It was an overcast day on the Cote d’Azur, but the clouds could not obscure the huge amount of wealth concentrated there. We took the bus from Nice to Menton, almost on the Italian border, passing through one uber waterfront town after another.
Sure, we knew Monte Carlo would be high roller heaven, but we were suprised by all the other towns like Villefranche-Sur-Mer, St. Jean-Cap-Ferrat, and a host of others, which just oozed wealth. Even Menton, at the end of the line, had a lovely waterfront setting, well worth the visit
The bus ride follows one of the corniches, the coastal roads that hug the cliffs between Nice and Monaco, each higher than the last, with spectacular views of the Med and the waterfront towns below. The ride to Menton lasts about one and a half hours, takes you into almost 3 countries, and costs a grand total of one Euro. What a deal
The next day we visited the Chagall Museum, a nice stroll across town from our hotel. On the way we met Angelo, a local guy who answered our burning question, Why are there so many Italian restaurants in Nice and more pizza joints than in Manhattan? Angelo told us that more than a quarter of the population is Italian, like he is, and that whenever someone loses his job, he opens up a pizza place.

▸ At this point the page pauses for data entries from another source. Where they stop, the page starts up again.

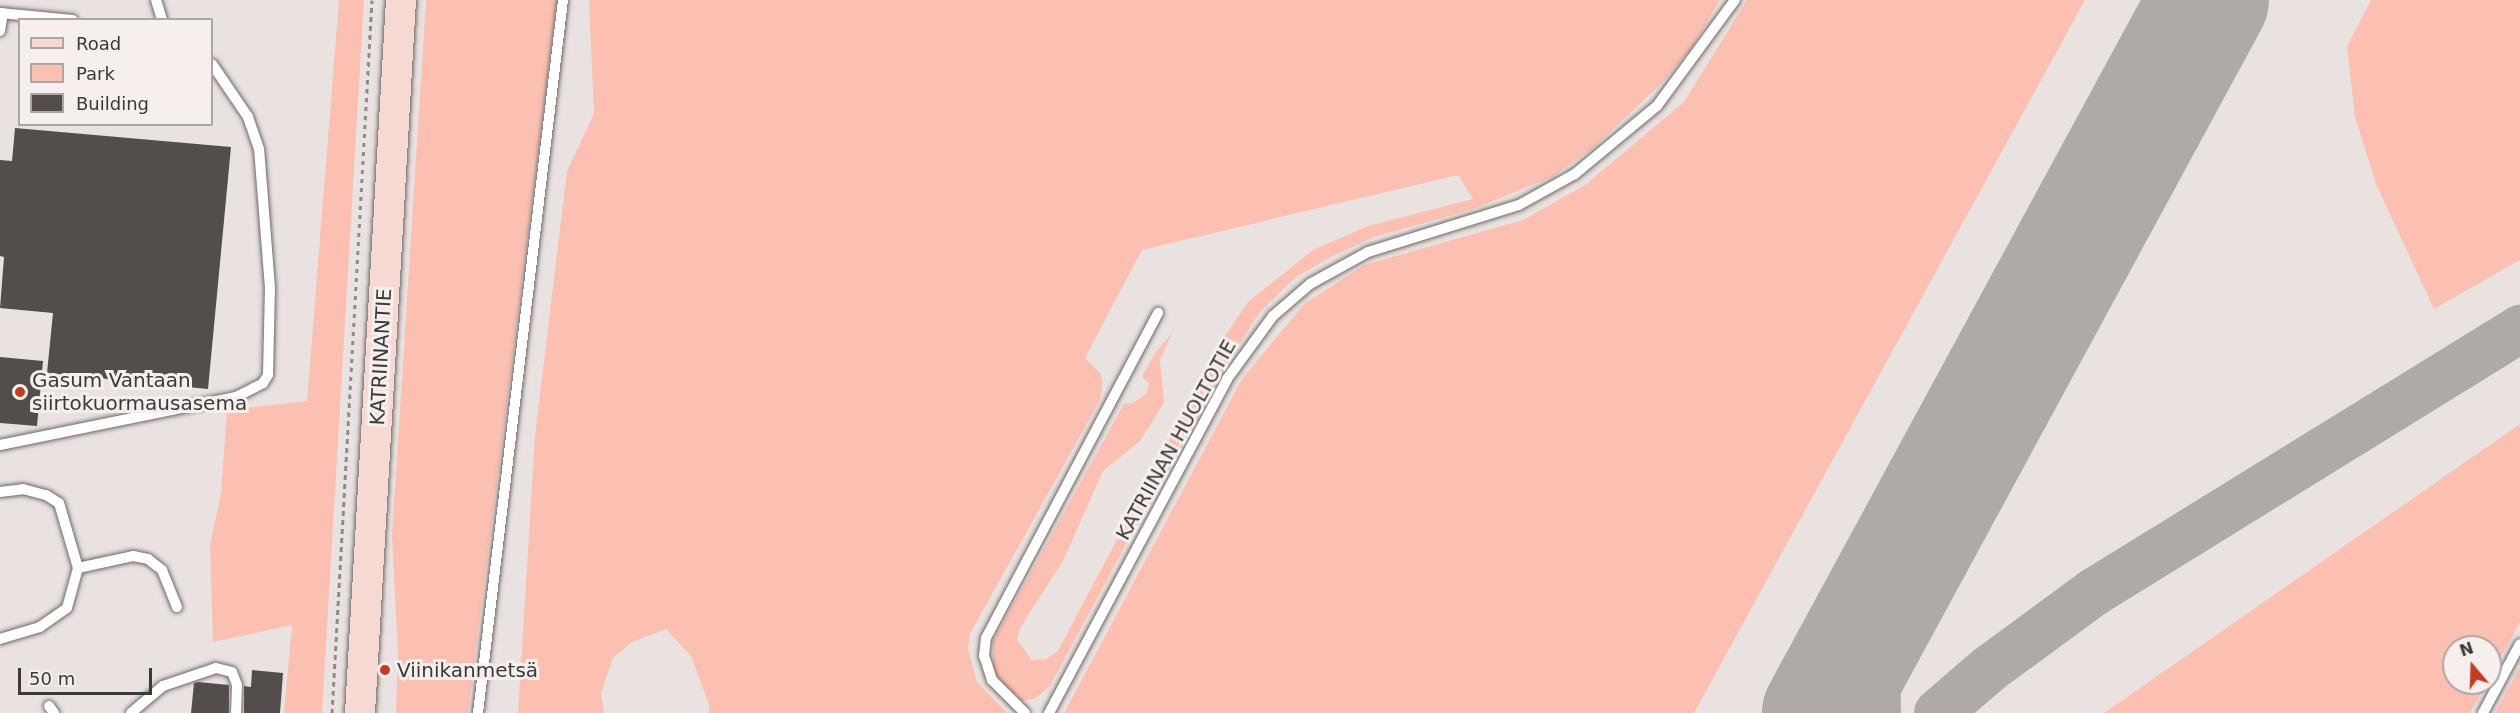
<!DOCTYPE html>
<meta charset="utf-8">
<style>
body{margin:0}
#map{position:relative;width:2520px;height:713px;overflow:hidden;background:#e9e2e0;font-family:"DejaVu Sans",sans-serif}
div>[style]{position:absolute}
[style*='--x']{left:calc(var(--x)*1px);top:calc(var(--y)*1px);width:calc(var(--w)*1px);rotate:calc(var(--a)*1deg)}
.green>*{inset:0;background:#fcc0b2}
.taxiway>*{height:48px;margin:-24px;padding:0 24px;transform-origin:24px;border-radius:24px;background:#afaaa8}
.runway>*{height:120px;margin:-60px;padding:0 60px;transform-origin:60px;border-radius:60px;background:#afaaa8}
.building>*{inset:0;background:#534d4b}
.path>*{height:3px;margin-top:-1.5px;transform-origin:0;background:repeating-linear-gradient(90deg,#908b8a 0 4.5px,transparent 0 9px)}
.roads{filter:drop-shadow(0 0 2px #706968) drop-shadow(0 0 2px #706968)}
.lane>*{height:10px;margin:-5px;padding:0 5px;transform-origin:5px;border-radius:5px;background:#fff}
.secondary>*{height:30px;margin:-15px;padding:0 15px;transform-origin:15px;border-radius:15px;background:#f6d9d3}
.dots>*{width:16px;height:16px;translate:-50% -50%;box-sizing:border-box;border:3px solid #f7efed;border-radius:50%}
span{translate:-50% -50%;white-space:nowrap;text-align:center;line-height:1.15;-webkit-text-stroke:6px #f7efed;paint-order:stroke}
.street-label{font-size:20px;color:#3c3939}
.poi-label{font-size:20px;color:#3c3939}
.left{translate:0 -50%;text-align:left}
.legend{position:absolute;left:18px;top:18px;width:195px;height:108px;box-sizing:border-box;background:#f7efed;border:2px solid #aca6a5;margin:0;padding:8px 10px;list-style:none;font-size:18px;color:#3c3939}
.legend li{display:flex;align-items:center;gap:12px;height:30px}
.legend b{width:30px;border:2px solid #aca6a5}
.north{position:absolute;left:2442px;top:635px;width:60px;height:60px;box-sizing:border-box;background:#f7efed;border:2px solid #aca6a5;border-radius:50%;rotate:341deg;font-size:16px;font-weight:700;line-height:24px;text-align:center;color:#3c3939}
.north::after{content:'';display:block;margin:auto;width:21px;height:27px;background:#c63b20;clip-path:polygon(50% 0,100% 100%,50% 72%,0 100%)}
.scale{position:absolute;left:18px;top:668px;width:134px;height:27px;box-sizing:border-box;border:3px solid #3c3939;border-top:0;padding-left:8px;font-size:18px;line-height:21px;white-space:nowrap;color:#3c3939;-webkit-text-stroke:4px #f7efed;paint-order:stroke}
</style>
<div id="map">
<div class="green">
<i style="clip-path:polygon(339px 0,364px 0,322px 713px,284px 713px,292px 625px,213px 642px,210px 544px,221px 494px,227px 410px,307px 401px)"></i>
<i style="clip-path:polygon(426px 0,557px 0,468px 713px,396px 713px,398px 654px,392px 537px)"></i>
<i style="clip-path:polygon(589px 0,1720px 0,1693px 46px,1660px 85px,1593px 148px,1552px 177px,1473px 209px,1374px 237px,1331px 257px,1296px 277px,1260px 312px,1207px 393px,1050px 686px,1036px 698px,1023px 701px,998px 678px,993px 670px,993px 641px,1124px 404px,1133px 403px,1147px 393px,1149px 383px,1142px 377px,1155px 353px,1172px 333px,1160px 360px,1164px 403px,1140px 441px,1103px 471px,1063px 561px,1020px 628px,1017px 640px,1032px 660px,1046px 659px,1058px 651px,1224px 337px,1249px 301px,1313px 250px,1368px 226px,1473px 199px,1458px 175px,1142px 250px,1085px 358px,1100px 373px,1103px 382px,1100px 400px,970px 634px,968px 649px,977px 682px,1007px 713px,709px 713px,709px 704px,691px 656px,666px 629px,632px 642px,613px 658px,601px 693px,604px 713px,518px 713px,535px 436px,567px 171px,594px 114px)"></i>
<i style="clip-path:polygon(1747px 0,2085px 0,1694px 713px,1064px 713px,1242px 379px,1304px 304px,1364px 265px,1523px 220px,1585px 185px,1684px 102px)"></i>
<i style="clip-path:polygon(2371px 0,2520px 0,2520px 260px,2434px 309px,2376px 184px,2355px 117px,2347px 46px)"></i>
<i style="clip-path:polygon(2520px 424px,2520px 622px,2490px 677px,2490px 647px,2454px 647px,2454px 683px,2487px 683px,2470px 713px,2104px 713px)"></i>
<i style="clip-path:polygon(2520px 667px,2520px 713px,2495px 713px)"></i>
</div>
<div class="taxiway">
<i style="--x:1877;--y:713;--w:44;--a:-91.3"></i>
<i style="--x:1876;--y:669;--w:46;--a:-81.2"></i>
<i style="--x:1883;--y:624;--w:50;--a:-72.6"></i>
<i style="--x:1898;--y:576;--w:63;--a:-63.4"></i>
<i style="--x:1938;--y:713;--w:67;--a:-40.8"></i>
<i style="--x:1989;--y:669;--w:130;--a:-36.3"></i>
<i style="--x:2094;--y:592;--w:501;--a:-31.69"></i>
</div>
<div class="runway">
<i style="--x:1822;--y:713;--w:811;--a:-61.51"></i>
</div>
<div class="building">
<i style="clip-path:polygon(15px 128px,231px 147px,208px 389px,47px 373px,53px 313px,0 308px,4px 257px,0 256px,0 160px,12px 161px)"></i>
<i style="clip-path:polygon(0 357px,43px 361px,37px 426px,0 423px)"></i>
<i style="clip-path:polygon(252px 670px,283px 673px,280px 713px,244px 713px,244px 686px,251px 687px)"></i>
<i style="clip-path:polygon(198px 682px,229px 685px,229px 713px,191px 713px,194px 683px)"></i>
</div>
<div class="path">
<i style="--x:332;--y:713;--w:714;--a:-86.79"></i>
</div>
<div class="roads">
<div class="lane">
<i style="--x:156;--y:0;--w:21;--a:73"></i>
<i style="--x:0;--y:13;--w:73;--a:5.5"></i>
<i style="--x:0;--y:31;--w:18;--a:-81"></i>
<i style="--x:0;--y:445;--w:241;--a:-11.5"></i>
<i style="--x:236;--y:397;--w:30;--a:-27"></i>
<i style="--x:263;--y:383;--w:9;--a:-58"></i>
<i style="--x:268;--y:375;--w:87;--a:-88.7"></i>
<i style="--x:270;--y:288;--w:139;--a:-94.5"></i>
<i style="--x:259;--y:149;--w:34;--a:-109"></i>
<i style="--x:248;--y:117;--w:64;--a:-124.2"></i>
<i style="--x:0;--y:492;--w:23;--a:-7"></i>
<i style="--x:23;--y:489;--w:24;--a:15"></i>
<i style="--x:46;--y:495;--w:15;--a:32"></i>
<i style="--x:59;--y:503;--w:68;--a:73.7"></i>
<i style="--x:78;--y:568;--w:41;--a:105.4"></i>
<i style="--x:67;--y:608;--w:33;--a:145"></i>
<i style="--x:40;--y:627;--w:42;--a:163.3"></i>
<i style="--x:78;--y:568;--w:56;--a:-12.3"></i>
<i style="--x:133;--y:556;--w:15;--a:11"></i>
<i style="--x:148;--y:559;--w:18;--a:38"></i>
<i style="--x:162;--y:570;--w:40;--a:68"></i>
<i style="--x:49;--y:706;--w:9;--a:54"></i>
<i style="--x:131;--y:713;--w:42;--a:-40.2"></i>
<i style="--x:163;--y:686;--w:56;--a:-18.8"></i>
<i style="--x:216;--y:668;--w:16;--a:14"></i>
<i style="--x:232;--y:672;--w:14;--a:69"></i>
<i style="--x:237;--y:685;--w:28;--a:92"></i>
<i style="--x:478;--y:713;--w:718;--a:-83.2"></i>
<i style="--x:1025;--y:713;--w:47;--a:-135"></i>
<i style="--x:992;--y:680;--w:25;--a:-108"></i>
<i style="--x:984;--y:656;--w:18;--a:-84"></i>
<i style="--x:986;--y:638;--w:368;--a:-62.1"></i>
<i style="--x:1049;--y:713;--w:378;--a:-61.9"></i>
<i style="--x:1227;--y:379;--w:78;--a:-53.9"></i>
<i style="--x:1273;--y:316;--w:49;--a:-40.9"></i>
<i style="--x:1310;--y:284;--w:66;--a:-28.9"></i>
<i style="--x:1368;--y:252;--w:158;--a:-17.3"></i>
<i style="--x:1519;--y:205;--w:64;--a:-29"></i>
<i style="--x:1575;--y:174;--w:107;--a:-39.7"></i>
<i style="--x:1657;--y:106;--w:132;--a:-53.7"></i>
<i style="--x:2483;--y:713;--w:78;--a:-61.8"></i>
</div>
<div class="secondary">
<i style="--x:360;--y:713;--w:714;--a:-86.71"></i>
</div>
</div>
<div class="dots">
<i style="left:20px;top:392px;background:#c63b20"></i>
<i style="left:385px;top:670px;background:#c63b20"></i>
</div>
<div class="street-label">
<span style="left:381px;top:357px;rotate:-87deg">KATRIINANTIE</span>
<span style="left:1176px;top:440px;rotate:-61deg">KATRIINAN HUOLTOTIE</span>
</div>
<div class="poi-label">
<span class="left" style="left:32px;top:392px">Gasum Vantaan<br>siirtokuormausasema</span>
<span class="left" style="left:397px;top:670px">Viinikanmetsä</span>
</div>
<ul class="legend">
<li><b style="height:8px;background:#f6d9d3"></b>Road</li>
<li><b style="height:16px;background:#fcc0b2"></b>Park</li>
<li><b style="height:16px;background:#534d4b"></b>Building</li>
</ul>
<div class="north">N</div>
<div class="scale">50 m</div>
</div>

The Chagall Museum was wonderful. Belorussian painter Chagall escaped to the US during WWII, actually NYCity, then moved back to France where he could hang with both Matisse and Picasso. This small museum was built solely to house Chagall’s series of Old Testament paintings. Each painting has so much going on it’s best to get the audio guide for a fuller understanding
At dinner we met Carmelo, who had managed an Italian restaurant on Bedford st in Greenwich Village up until a year ago. I bet I had passed his place many times, but needed to be in Nice to meet him.
Tomorrow is a travel day. We head to Provence, via Marseille, and look forward to a very different experience than the Cote d’Azure.